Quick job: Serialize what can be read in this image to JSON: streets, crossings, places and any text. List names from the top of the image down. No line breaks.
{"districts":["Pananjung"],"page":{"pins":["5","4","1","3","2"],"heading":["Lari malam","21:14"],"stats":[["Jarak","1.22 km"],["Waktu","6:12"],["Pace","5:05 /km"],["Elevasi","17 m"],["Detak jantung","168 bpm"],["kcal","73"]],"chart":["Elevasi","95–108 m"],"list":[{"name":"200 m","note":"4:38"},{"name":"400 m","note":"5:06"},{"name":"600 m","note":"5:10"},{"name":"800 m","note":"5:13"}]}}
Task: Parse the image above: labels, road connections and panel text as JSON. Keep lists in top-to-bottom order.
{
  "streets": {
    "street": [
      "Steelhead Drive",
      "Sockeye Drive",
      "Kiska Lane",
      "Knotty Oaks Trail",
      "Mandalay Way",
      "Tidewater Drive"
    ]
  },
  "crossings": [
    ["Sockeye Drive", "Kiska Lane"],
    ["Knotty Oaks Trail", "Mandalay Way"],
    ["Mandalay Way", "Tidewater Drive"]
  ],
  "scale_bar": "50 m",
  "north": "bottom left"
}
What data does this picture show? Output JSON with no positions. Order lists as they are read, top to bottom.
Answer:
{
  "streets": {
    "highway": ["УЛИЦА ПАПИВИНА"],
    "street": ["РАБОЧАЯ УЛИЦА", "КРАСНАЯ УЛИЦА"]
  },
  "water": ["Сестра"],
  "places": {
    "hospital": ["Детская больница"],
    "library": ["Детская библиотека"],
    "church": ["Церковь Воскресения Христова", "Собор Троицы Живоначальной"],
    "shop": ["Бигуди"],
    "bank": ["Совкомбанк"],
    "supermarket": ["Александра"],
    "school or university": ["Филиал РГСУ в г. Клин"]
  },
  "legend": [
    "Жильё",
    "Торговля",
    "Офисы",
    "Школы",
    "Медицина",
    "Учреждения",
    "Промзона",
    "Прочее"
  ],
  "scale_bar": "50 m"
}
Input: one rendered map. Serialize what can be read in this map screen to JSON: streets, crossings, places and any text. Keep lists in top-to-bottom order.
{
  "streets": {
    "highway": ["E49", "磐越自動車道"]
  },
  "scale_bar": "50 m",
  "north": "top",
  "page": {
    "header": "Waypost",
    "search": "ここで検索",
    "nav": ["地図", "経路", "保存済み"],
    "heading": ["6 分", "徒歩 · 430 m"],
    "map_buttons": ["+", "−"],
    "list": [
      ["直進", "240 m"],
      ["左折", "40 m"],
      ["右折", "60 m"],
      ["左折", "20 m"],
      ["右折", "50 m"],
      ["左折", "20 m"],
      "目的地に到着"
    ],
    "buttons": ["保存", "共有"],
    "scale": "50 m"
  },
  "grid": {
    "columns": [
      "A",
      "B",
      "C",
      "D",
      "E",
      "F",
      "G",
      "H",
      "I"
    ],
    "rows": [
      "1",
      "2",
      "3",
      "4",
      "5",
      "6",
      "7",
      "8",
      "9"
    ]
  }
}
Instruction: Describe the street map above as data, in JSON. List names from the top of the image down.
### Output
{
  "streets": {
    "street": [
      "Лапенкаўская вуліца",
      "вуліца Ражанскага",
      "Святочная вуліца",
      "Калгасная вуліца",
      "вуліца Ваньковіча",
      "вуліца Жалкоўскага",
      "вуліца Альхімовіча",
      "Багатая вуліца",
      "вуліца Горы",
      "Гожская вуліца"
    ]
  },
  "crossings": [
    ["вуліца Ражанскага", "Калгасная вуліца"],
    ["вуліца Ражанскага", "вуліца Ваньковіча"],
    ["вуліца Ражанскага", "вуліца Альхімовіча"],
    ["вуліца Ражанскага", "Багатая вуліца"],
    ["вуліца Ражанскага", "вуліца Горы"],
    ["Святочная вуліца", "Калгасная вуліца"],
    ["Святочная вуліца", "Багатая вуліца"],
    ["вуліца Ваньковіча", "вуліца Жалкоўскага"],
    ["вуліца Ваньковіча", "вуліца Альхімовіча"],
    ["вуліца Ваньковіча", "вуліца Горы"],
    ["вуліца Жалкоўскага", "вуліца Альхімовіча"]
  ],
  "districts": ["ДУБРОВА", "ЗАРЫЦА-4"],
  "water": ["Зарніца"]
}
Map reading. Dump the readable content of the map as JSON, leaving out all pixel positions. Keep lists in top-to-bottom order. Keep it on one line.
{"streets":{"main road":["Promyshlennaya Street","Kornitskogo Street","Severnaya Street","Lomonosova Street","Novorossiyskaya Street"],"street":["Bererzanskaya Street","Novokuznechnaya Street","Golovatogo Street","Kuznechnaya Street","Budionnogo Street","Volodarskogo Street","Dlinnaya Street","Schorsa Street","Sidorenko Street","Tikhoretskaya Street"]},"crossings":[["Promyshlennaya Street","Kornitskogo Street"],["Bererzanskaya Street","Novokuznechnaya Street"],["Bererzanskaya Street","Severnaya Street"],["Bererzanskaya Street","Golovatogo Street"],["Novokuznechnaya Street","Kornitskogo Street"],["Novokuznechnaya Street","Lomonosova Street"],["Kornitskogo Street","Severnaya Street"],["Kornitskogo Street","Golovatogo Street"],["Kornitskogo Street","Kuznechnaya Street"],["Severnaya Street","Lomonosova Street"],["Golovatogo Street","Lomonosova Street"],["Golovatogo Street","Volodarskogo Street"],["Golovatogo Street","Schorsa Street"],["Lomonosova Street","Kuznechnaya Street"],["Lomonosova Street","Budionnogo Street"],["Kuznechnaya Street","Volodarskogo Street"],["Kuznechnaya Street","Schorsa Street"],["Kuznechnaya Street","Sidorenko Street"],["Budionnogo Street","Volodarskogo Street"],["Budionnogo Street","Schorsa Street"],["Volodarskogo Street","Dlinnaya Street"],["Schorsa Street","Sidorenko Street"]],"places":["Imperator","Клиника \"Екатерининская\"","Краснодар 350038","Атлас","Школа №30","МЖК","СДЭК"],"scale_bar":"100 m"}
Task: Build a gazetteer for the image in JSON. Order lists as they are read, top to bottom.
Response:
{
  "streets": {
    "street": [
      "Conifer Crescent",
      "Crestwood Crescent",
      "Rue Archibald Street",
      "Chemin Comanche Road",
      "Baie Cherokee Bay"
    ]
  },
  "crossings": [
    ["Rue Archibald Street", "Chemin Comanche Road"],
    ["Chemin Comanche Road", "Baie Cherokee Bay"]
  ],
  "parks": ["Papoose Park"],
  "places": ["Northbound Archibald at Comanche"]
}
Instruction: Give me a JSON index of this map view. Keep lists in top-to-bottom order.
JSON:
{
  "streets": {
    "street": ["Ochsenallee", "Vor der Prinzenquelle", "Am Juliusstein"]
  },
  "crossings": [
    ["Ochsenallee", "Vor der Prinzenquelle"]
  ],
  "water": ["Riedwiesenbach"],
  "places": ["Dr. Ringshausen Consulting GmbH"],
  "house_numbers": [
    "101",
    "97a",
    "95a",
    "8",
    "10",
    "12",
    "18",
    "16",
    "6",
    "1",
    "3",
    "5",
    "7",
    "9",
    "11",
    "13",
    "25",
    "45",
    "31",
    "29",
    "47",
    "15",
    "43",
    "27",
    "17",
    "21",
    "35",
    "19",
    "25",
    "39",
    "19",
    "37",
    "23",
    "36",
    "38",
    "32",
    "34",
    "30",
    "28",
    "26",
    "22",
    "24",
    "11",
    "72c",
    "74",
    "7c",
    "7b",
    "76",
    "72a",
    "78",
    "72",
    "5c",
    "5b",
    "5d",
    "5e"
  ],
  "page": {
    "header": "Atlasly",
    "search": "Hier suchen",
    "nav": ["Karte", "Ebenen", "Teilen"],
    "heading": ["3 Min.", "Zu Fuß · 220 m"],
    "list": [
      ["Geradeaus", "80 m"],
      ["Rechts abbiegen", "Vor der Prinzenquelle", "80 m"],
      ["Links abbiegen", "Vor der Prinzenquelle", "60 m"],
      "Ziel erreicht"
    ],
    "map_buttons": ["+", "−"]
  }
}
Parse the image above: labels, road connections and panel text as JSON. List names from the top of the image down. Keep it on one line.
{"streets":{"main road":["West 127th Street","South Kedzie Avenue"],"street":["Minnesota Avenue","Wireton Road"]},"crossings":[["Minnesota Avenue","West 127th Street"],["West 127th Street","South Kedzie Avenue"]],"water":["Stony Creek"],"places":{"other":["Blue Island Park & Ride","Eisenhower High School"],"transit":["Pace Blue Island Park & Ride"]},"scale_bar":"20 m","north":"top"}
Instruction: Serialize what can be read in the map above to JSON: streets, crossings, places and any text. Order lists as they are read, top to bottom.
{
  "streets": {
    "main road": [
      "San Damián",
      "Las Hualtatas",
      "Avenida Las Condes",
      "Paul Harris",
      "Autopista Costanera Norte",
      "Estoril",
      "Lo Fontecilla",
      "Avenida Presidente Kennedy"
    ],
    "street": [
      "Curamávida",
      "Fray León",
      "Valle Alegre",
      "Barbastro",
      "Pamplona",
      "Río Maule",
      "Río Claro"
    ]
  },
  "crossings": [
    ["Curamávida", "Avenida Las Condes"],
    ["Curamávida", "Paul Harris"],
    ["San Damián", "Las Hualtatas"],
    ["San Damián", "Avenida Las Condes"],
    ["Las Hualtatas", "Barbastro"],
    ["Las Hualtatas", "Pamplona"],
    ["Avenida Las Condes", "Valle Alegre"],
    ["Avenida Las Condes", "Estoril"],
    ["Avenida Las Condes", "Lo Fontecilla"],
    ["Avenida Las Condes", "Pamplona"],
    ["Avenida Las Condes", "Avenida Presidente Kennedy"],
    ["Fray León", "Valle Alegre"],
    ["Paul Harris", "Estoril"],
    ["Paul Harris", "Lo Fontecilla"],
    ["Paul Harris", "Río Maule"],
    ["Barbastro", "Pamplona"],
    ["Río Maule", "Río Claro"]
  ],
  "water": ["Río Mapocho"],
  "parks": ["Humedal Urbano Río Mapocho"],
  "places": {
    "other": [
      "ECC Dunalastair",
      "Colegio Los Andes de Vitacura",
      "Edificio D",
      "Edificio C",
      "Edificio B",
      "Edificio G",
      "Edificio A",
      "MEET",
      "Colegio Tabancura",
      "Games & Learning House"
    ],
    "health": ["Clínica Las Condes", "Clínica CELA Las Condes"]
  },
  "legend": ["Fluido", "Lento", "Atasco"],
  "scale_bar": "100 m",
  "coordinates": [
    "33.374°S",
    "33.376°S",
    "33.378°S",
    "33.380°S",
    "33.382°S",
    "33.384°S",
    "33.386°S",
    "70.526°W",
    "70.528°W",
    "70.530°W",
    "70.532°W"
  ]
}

□ □ □

_Work task_.
Go through the records and report each line that contains "data".

_Response_.
What data does this picture show? Output JSON with no positions. Order lists as they are read, top to bottom.
Instruction: Describe the street map above as data, in JSON. List names from the top of the image down.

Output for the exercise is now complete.